Cuando llegaron al garaje subterráneo de la Torre Sterling, Damon se apoyó con fuerza en Vesper mientras caminaban hacia la zona de ascensores privados. Seguía pálido, pero Vesper sospechaba que se apoyaba un poco más de lo necesario. Mantenía el brazo sobre los hombros de ella, con el rostro hundido en su cabello, inhalando su aroma como si fuera oxígeno puro.
Damon se detuvo antes de pulsar el botón de llamada. Se tocó el auricular y, por una fracción de segundo, su actitud pasó de ser la de un enfermo a la de un comandante.
« —Sawyer —murmuró Damon—. ¿Situación de la residencia?
Una voz nítida respondió en su oído, audible solo para él. —Inspección estructural completada, señor. Sensores recalibrados. Se han subsanado los puntos ciegos que Roman Roth aprovechó. La red está en verde.
Damon asintió, relajando ligeramente los hombros. De lo contrario, no la habría traído de vuelta aquí. La jaula de cristal volvía a ser segura.

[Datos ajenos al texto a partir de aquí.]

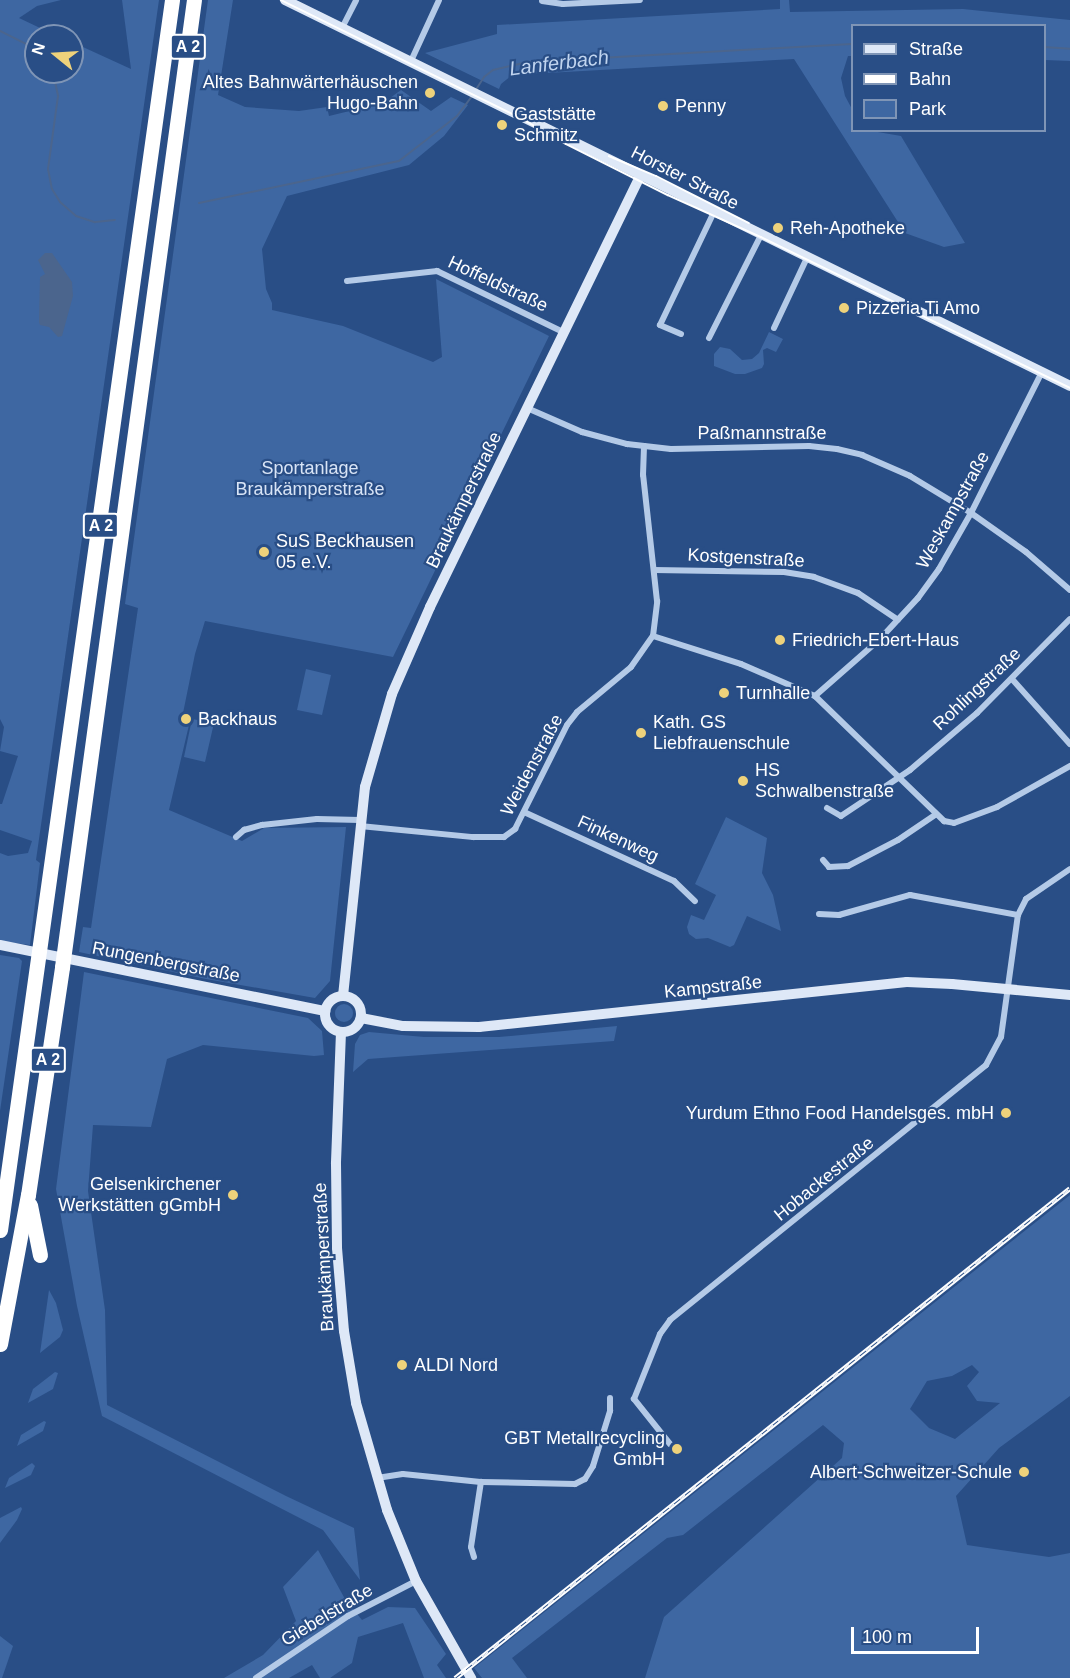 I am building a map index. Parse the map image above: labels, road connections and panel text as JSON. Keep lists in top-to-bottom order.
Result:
{
  "streets": {
    "highway": ["A 2"],
    "street": [
      "Horster Straße",
      "Hoffeldstraße",
      "Paßmannstraße",
      "Braukämperstraße",
      "Weskampstraße",
      "Kostgenstraße",
      "Rohlingstraße",
      "Weidenstraße",
      "Finkenweg",
      "Rungenbergstraße",
      "Kampstraße",
      "Hobackestraße",
      "Giebelstraße"
    ]
  },
  "crossings": [
    ["Horster Straße", "Braukämperstraße"],
    ["Horster Straße", "Weskampstraße"],
    ["Hoffeldstraße", "Braukämperstraße"],
    ["Paßmannstraße", "Braukämperstraße"],
    ["Paßmannstraße", "Weskampstraße"],
    ["Paßmannstraße", "Weidenstraße"],
    ["Braukämperstraße", "Weidenstraße"],
    ["Braukämperstraße", "Rungenbergstraße"],
    ["Braukämperstraße", "Kampstraße"],
    ["Braukämperstraße", "Giebelstraße"],
    ["Weskampstraße", "Kostgenstraße"],
    ["Kostgenstraße", "Weidenstraße"],
    ["Weidenstraße", "Finkenweg"],
    ["Rungenbergstraße", "Kampstraße"],
    ["Kampstraße", "Hobackestraße"]
  ],
  "water": ["Lanferbach"],
  "parks": ["Sportanlage Braukämperstraße"],
  "places": [
    "Altes Bahnwärterhäuschen Hugo-Bahn",
    "Penny",
    "Gaststätte Schmitz",
    "Reh-Apotheke",
    "Pizzeria Ti Amo",
    "SuS Beckhausen 05 e.V.",
    "Friedrich-Ebert-Haus",
    "Turnhalle",
    "Backhaus",
    "Kath. GS Liebfrauenschule",
    "HS Schwalbenstraße",
    "Yurdum Ethno Food Handelsges. mbH",
    "Gelsenkirchener Werkstätten gGmbH",
    "ALDI Nord",
    "GBT Metallrecycling GmbH",
    "Albert-Schweitzer-Schule"
  ],
  "legend": ["Straße", "Bahn", "Park"],
  "scale_bar": "100 m",
  "north": "left"
}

El ascensor se abrió directamente en el ático.
¡Guau!
Una mancha borrosa de pelaje dorado se abalanzó sobre ellos. Bond, el golden retriever, estaba encantado de verlos. Saltó, arañando con las patas los pantalones del traje estropeado de Damon.
—Abajo, Bond —gruñó Damon, pero le acarició la cabeza al perro.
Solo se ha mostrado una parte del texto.